─── DATASET CONTENT

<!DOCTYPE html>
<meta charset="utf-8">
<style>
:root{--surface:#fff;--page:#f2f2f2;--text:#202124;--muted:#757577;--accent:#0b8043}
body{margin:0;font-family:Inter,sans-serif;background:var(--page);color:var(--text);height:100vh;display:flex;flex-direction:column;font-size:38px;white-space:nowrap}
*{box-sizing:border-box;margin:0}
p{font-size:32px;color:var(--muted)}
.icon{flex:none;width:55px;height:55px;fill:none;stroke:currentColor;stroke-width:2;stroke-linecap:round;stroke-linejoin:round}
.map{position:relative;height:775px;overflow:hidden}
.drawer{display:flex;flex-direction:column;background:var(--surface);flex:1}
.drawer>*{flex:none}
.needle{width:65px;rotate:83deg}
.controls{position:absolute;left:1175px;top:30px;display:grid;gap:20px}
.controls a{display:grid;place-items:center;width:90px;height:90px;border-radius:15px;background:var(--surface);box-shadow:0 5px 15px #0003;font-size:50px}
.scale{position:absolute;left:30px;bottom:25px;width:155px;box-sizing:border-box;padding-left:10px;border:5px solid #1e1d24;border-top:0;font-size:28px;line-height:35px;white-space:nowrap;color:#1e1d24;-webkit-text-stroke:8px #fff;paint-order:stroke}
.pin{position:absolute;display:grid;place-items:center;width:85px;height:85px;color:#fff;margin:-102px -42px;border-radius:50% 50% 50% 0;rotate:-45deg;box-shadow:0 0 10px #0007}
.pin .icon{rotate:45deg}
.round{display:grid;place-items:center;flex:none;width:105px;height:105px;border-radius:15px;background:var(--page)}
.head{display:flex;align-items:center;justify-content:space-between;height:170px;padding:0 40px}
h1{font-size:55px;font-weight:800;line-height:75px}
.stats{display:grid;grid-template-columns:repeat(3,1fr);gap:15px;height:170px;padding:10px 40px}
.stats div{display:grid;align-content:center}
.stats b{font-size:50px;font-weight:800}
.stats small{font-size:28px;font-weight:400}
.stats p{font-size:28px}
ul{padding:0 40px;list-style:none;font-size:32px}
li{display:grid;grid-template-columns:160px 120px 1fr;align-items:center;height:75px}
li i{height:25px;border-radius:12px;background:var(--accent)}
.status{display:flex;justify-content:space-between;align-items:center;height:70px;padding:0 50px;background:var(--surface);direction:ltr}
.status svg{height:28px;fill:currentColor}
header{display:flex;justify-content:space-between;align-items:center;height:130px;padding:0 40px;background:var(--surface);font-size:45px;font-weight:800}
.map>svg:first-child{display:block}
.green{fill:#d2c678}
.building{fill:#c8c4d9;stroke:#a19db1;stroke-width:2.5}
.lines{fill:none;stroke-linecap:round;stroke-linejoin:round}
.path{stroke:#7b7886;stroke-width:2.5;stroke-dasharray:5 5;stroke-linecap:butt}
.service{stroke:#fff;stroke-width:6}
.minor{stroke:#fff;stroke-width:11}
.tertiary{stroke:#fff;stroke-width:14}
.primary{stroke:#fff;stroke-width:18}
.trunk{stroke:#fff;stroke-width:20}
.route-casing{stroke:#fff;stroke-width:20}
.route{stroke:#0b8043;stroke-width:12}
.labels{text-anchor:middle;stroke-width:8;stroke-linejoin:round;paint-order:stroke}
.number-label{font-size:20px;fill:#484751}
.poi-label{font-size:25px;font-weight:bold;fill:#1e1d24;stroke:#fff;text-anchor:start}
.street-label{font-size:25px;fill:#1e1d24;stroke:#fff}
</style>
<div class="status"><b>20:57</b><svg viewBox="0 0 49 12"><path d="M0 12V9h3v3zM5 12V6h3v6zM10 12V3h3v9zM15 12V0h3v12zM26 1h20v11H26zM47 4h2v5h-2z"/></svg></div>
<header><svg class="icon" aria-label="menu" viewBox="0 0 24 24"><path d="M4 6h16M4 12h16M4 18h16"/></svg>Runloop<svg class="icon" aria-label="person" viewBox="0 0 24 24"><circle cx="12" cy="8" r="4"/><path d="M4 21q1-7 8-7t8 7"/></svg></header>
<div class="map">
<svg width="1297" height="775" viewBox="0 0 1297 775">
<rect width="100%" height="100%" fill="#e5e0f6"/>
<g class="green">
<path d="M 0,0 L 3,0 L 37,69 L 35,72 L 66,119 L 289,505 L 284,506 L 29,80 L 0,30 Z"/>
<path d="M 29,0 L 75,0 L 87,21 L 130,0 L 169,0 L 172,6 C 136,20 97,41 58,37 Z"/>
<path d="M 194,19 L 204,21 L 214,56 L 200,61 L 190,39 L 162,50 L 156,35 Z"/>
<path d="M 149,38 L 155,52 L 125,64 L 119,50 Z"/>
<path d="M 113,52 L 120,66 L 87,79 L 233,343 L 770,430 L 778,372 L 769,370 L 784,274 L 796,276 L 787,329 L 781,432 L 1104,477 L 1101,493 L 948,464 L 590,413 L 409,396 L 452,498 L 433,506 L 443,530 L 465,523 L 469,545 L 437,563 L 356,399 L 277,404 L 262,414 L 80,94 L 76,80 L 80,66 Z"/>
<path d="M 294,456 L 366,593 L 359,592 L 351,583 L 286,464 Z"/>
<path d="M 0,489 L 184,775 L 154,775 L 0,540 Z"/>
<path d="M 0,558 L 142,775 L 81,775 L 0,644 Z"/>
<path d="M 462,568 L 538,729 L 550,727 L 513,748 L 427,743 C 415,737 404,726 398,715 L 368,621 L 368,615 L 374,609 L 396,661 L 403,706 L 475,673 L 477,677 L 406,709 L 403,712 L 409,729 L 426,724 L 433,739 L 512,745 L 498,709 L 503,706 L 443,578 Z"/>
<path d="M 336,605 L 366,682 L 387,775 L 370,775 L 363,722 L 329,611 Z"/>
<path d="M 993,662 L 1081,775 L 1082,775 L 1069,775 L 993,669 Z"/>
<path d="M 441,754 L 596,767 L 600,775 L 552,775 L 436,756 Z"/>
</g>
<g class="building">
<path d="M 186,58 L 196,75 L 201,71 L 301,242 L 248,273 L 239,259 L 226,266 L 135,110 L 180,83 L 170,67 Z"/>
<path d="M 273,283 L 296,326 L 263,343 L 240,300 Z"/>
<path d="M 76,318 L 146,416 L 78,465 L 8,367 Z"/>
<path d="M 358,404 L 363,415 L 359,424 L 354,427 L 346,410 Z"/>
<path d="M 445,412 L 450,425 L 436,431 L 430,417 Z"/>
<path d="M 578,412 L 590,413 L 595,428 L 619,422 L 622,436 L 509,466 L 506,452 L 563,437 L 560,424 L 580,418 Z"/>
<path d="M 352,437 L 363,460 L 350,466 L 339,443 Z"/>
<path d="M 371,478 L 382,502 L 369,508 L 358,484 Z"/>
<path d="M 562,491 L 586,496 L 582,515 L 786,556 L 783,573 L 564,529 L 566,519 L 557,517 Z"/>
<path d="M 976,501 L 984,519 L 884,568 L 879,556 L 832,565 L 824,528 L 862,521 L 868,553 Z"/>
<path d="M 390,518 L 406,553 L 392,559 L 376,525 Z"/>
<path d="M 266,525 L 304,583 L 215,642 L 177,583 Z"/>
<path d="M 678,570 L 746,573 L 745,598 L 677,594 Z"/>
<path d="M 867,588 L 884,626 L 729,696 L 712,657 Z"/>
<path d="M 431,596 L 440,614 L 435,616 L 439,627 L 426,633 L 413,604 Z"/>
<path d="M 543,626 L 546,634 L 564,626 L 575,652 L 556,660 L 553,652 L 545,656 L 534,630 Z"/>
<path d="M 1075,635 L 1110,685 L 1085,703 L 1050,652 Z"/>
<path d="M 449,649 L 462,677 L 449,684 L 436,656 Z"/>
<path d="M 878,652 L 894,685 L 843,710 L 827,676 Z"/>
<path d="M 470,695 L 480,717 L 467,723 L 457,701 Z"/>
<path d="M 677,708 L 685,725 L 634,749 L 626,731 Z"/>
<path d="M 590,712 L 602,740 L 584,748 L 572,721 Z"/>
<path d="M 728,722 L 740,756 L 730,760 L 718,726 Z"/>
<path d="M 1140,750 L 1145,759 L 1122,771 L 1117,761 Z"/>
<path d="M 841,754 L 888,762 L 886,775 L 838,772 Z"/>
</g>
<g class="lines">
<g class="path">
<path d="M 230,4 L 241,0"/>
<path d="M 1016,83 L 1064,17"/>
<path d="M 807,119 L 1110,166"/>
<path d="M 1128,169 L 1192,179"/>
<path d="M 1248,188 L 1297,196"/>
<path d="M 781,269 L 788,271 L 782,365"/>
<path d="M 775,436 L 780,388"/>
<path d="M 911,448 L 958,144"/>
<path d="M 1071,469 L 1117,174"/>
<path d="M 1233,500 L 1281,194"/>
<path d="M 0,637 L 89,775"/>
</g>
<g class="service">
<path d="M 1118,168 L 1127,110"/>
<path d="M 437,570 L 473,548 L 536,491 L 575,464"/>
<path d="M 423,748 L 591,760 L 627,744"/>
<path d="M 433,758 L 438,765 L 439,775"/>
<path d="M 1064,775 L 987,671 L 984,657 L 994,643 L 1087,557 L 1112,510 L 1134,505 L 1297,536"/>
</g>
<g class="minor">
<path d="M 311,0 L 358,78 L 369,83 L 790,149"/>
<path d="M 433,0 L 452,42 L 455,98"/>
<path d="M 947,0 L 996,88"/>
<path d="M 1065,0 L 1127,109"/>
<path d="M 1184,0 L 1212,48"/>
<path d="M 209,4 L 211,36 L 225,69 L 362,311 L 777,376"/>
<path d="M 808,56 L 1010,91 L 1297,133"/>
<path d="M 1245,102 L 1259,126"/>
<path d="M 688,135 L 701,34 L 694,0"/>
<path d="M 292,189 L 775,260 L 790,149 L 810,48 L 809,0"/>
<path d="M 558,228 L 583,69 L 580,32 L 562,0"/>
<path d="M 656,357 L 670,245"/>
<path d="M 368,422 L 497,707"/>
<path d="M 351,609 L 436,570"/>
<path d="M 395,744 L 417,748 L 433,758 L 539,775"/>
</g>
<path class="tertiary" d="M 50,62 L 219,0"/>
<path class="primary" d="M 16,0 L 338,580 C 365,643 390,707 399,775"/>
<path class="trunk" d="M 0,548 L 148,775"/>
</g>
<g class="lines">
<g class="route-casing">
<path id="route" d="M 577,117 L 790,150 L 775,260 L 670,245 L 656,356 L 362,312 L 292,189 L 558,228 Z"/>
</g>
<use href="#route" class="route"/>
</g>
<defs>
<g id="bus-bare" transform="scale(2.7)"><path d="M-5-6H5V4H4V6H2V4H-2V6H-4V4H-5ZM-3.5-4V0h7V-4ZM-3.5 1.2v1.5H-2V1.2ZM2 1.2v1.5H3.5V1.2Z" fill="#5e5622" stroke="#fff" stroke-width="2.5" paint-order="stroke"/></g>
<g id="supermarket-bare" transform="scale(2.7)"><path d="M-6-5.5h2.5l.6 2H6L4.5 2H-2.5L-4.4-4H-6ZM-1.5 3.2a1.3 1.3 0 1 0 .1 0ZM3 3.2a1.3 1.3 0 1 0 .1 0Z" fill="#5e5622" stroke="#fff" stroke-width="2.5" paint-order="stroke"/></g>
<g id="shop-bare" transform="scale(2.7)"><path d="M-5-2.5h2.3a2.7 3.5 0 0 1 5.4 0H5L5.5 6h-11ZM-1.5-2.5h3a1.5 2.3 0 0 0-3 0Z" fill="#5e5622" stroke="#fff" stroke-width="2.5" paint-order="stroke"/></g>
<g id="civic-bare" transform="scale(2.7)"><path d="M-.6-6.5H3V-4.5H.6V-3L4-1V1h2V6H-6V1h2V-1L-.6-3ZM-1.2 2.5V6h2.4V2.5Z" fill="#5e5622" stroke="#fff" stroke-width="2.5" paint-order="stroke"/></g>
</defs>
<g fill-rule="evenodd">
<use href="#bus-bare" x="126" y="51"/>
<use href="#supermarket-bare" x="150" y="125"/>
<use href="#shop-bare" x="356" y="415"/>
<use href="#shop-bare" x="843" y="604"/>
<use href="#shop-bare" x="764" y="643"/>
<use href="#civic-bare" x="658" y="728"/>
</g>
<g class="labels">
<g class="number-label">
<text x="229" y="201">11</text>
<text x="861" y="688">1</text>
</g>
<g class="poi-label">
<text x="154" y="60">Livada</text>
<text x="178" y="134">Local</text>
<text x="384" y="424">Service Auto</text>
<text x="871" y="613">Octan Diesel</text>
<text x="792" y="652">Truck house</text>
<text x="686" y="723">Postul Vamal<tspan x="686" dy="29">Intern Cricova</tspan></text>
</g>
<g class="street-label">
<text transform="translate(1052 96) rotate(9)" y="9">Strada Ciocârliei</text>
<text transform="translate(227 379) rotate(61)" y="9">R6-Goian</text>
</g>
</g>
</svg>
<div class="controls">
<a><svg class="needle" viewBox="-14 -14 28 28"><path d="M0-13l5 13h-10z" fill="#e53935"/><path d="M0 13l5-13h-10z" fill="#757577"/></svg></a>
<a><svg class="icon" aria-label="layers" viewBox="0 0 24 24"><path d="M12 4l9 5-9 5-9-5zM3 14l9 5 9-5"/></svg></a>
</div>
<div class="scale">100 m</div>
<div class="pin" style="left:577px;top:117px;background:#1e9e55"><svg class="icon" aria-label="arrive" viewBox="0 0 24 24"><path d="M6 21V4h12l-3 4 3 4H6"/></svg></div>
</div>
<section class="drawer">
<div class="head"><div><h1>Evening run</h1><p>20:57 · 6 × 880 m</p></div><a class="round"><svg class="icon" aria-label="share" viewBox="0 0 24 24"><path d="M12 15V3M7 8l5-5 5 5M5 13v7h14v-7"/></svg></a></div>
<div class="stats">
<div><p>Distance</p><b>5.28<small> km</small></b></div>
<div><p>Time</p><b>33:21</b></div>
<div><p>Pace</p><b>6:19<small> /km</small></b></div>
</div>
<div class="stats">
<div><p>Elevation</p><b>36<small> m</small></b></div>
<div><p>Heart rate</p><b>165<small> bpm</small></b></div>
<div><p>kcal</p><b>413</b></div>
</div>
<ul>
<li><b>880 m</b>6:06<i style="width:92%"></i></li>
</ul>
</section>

──────

## DIRECTIONS
Copy out all lines from the material above that contain the string "street".

## EXERCISE OUTPUT
.street-label{font-size:25px;fill:#1e1d24;stroke:#fff}
<g class="street-label">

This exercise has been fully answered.